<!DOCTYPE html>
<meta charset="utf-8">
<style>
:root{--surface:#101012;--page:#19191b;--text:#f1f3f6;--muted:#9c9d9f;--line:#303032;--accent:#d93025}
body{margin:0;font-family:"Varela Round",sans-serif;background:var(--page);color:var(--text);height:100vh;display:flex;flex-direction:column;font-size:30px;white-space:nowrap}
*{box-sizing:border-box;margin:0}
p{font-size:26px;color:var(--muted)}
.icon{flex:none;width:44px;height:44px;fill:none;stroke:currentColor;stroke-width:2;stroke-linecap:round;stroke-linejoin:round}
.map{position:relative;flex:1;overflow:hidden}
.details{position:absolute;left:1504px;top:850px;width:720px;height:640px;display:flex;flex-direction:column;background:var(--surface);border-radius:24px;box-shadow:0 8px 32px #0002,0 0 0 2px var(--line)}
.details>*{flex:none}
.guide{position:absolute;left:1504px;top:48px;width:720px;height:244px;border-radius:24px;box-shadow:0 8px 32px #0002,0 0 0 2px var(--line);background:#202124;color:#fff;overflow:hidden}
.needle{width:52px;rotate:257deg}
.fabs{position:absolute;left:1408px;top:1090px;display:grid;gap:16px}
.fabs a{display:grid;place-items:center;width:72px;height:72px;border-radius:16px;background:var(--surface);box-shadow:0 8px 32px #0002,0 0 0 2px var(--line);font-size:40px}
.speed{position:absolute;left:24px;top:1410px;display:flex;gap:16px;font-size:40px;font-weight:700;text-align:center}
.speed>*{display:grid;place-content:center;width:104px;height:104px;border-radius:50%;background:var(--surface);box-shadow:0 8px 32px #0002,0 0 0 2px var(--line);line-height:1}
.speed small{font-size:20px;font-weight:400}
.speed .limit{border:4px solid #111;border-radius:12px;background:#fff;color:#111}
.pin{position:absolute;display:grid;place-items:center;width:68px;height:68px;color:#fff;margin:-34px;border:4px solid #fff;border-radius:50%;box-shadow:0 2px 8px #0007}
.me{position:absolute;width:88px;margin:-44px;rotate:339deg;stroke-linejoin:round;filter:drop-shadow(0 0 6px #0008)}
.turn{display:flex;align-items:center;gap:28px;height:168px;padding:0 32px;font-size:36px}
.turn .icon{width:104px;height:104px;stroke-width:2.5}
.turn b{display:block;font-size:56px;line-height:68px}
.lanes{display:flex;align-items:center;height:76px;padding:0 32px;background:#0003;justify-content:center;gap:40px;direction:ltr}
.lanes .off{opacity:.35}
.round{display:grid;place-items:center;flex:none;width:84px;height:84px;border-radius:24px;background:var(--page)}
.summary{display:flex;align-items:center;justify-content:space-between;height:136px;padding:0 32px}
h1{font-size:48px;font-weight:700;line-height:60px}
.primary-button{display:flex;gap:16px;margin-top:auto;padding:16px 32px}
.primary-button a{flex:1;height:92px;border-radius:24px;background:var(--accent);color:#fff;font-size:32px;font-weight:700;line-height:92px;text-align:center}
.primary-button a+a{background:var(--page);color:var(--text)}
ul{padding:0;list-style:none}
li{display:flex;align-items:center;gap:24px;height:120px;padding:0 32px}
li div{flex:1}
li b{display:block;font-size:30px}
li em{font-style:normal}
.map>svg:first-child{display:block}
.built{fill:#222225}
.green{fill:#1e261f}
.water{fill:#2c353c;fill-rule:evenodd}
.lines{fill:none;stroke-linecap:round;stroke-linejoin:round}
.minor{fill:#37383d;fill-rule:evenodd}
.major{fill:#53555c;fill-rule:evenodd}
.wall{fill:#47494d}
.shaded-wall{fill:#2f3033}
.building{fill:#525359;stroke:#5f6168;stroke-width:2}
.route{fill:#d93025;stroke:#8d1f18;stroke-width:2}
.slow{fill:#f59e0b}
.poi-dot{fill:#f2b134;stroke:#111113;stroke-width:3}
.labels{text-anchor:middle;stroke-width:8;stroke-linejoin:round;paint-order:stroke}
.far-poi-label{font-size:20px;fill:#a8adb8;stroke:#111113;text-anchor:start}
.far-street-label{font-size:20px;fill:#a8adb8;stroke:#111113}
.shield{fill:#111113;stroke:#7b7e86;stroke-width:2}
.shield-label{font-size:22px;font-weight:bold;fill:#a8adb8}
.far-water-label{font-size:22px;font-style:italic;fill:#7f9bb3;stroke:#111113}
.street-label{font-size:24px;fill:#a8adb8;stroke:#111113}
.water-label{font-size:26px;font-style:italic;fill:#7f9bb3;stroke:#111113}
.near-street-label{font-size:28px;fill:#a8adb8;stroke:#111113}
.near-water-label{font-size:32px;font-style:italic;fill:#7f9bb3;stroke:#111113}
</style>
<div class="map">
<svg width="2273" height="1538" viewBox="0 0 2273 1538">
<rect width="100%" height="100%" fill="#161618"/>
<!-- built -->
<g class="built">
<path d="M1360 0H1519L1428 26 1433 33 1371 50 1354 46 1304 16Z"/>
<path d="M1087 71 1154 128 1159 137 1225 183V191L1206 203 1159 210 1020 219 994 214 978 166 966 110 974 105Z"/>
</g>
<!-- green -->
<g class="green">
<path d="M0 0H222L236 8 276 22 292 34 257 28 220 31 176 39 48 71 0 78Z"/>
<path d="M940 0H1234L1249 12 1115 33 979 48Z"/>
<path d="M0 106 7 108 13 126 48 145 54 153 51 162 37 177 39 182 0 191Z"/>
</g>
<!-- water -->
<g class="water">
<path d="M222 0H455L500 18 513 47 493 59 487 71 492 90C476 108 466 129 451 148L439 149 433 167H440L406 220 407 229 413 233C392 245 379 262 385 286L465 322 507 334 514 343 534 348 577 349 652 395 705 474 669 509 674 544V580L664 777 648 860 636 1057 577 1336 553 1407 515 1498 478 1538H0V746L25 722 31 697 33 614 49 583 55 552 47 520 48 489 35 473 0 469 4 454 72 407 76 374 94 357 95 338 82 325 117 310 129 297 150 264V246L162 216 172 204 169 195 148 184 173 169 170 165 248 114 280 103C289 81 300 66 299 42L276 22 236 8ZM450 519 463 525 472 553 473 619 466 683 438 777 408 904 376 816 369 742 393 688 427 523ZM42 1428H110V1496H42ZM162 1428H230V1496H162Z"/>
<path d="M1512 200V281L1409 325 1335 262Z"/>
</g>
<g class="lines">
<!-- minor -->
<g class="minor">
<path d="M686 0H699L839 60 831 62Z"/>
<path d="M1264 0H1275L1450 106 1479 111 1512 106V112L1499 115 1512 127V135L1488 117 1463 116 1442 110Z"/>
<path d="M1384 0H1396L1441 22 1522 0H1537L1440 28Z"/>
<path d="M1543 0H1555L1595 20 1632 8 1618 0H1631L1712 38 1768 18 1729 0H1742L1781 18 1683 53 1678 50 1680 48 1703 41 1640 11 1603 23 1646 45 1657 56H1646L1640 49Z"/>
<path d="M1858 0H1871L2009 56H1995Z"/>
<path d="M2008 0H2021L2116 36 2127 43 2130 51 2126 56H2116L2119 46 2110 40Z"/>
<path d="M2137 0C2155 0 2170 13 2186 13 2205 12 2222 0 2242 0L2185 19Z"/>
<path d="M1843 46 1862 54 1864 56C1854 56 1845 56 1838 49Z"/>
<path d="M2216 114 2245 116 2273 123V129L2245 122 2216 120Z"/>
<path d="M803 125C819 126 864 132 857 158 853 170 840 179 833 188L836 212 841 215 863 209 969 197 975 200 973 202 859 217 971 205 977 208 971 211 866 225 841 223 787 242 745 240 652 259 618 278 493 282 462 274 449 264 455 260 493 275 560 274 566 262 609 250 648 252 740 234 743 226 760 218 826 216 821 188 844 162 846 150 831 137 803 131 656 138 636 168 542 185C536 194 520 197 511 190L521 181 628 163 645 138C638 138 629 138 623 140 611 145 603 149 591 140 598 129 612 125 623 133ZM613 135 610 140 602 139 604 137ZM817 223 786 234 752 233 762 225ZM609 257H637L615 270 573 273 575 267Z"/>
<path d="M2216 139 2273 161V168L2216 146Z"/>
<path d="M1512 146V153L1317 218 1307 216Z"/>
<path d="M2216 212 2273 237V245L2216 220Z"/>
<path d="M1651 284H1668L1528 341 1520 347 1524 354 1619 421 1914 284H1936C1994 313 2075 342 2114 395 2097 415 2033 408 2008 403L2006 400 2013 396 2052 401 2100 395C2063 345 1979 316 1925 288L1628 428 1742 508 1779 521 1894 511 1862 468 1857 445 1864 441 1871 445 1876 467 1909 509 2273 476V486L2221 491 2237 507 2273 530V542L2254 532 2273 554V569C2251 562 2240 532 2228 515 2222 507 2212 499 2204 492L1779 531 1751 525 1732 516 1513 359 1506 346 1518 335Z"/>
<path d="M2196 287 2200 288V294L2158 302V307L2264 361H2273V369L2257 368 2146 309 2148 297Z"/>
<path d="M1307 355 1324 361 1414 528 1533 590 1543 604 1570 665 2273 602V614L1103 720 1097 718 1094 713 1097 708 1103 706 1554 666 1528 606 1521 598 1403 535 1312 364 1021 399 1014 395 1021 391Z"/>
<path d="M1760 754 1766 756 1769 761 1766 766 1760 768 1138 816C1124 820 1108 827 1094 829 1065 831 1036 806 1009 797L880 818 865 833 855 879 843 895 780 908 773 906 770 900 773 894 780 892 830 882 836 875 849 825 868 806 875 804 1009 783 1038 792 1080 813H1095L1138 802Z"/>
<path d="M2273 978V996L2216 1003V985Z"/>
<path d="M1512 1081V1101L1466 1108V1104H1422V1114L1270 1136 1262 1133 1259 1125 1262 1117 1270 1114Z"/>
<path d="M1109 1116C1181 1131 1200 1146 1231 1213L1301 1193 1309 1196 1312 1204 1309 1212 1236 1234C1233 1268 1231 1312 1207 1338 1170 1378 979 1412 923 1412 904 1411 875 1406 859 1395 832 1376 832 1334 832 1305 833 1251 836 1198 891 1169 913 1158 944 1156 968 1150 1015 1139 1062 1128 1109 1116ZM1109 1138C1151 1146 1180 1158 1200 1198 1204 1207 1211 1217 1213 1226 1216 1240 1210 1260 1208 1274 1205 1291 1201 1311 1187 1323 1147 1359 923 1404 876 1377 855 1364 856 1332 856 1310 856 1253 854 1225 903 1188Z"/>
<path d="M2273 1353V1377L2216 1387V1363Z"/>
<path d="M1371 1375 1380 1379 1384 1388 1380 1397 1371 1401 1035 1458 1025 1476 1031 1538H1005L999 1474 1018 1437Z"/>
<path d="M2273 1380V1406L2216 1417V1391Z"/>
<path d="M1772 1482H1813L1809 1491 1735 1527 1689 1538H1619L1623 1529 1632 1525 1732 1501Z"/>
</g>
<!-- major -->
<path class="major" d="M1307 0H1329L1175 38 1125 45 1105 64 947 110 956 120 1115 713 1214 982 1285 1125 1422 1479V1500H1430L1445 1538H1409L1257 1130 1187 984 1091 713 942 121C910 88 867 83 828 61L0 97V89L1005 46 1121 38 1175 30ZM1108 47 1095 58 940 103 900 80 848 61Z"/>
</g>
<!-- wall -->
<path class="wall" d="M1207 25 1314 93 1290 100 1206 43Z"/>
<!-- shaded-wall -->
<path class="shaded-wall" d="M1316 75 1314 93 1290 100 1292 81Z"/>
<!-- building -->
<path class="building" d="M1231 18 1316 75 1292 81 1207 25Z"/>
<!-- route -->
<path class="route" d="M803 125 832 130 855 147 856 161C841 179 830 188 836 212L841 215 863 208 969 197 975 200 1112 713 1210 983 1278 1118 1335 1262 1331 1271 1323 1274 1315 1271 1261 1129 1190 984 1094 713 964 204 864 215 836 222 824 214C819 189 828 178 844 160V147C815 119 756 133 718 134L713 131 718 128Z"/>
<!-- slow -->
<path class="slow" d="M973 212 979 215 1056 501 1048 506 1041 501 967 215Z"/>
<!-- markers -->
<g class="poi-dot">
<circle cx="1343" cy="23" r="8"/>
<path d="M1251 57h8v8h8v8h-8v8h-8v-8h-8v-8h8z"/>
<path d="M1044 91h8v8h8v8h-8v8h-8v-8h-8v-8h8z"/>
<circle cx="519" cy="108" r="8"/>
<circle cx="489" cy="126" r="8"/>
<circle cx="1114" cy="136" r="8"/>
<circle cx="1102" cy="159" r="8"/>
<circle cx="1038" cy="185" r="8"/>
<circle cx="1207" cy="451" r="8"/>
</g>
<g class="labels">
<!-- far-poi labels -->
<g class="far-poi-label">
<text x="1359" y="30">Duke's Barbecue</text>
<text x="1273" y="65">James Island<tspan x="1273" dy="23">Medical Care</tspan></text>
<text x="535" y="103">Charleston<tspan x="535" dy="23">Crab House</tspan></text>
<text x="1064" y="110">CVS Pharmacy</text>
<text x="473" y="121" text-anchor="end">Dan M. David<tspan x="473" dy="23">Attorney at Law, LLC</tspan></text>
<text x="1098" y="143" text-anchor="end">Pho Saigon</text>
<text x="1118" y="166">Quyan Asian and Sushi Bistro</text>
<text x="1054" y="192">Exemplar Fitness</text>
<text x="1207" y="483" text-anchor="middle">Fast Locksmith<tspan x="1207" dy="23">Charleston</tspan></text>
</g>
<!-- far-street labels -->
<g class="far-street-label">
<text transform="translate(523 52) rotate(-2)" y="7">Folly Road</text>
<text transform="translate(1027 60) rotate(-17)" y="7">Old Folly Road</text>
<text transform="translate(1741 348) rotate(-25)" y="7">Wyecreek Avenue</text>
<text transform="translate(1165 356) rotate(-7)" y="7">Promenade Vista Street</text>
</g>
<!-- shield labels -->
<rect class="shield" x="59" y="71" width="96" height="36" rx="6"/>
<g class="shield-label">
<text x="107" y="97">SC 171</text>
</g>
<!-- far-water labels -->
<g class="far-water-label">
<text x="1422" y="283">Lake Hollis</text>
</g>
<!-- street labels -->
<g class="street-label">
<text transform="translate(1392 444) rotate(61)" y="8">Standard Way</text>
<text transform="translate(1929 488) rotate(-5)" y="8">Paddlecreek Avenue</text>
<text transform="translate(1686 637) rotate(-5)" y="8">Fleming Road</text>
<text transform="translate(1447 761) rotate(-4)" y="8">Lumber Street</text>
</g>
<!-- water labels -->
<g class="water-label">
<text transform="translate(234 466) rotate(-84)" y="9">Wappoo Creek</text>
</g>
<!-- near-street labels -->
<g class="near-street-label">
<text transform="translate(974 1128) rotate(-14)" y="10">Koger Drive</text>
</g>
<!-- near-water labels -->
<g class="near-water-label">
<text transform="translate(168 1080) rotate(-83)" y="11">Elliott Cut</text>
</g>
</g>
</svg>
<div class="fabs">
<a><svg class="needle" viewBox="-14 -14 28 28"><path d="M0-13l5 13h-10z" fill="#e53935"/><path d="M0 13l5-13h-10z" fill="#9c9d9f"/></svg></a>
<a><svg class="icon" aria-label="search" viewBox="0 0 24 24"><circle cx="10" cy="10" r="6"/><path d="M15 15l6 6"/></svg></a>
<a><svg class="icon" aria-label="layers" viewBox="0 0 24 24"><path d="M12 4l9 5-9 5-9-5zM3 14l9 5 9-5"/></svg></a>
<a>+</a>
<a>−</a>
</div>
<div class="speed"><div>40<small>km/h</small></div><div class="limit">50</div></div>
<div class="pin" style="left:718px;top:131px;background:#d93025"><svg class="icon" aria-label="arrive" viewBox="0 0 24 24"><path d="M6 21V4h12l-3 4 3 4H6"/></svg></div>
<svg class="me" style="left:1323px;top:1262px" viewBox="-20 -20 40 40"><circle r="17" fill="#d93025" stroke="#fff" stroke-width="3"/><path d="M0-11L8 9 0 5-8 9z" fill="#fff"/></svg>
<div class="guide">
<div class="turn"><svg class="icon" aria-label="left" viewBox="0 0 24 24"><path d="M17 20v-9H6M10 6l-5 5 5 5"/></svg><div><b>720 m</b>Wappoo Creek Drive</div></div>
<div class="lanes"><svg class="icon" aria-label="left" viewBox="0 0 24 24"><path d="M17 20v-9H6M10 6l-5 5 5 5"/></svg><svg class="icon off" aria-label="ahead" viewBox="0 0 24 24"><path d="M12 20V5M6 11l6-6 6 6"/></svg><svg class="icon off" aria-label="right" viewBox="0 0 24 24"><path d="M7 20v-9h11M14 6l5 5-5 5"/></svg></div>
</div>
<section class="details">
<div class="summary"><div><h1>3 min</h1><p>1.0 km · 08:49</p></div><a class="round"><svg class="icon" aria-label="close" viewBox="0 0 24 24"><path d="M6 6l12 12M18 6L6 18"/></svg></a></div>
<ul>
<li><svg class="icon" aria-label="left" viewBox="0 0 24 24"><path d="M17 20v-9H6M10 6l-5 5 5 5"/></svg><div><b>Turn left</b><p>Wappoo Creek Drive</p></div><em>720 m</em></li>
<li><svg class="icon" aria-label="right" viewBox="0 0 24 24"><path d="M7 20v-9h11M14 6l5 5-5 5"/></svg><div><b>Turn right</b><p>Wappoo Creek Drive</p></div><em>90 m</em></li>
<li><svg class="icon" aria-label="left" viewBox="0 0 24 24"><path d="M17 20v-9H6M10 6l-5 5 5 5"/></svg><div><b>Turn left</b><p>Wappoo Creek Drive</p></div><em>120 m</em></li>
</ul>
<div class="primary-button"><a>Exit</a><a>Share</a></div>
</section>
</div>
------------------------------------------------------------
*Task objective*.
Among the lines above, find those carrying the word "circle" and copy them out.

*Worked solution*.
<circle cx="1343" cy="23" r="8"/>
<circle cx="519" cy="108" r="8"/>
<circle cx="489" cy="126" r="8"/>
<circle cx="1114" cy="136" r="8"/>
<circle cx="1102" cy="159" r="8"/>
<circle cx="1038" cy="185" r="8"/>
<circle cx="1207" cy="451" r="8"/>
<a><svg class="icon" aria-label="search" viewBox="0 0 24 24"><circle cx="10" cy="10" r="6"/><path d="M15 15l6 6"/></svg></a>
<svg class="me" style="left:1323px;top:1262px" viewBox="-20 -20 40 40"><circle r="17" fill="#d93025" stroke="#fff" stroke-width="3"/><path d="M0-11L8 9 0 5-8 9z" fill="#fff"/></svg>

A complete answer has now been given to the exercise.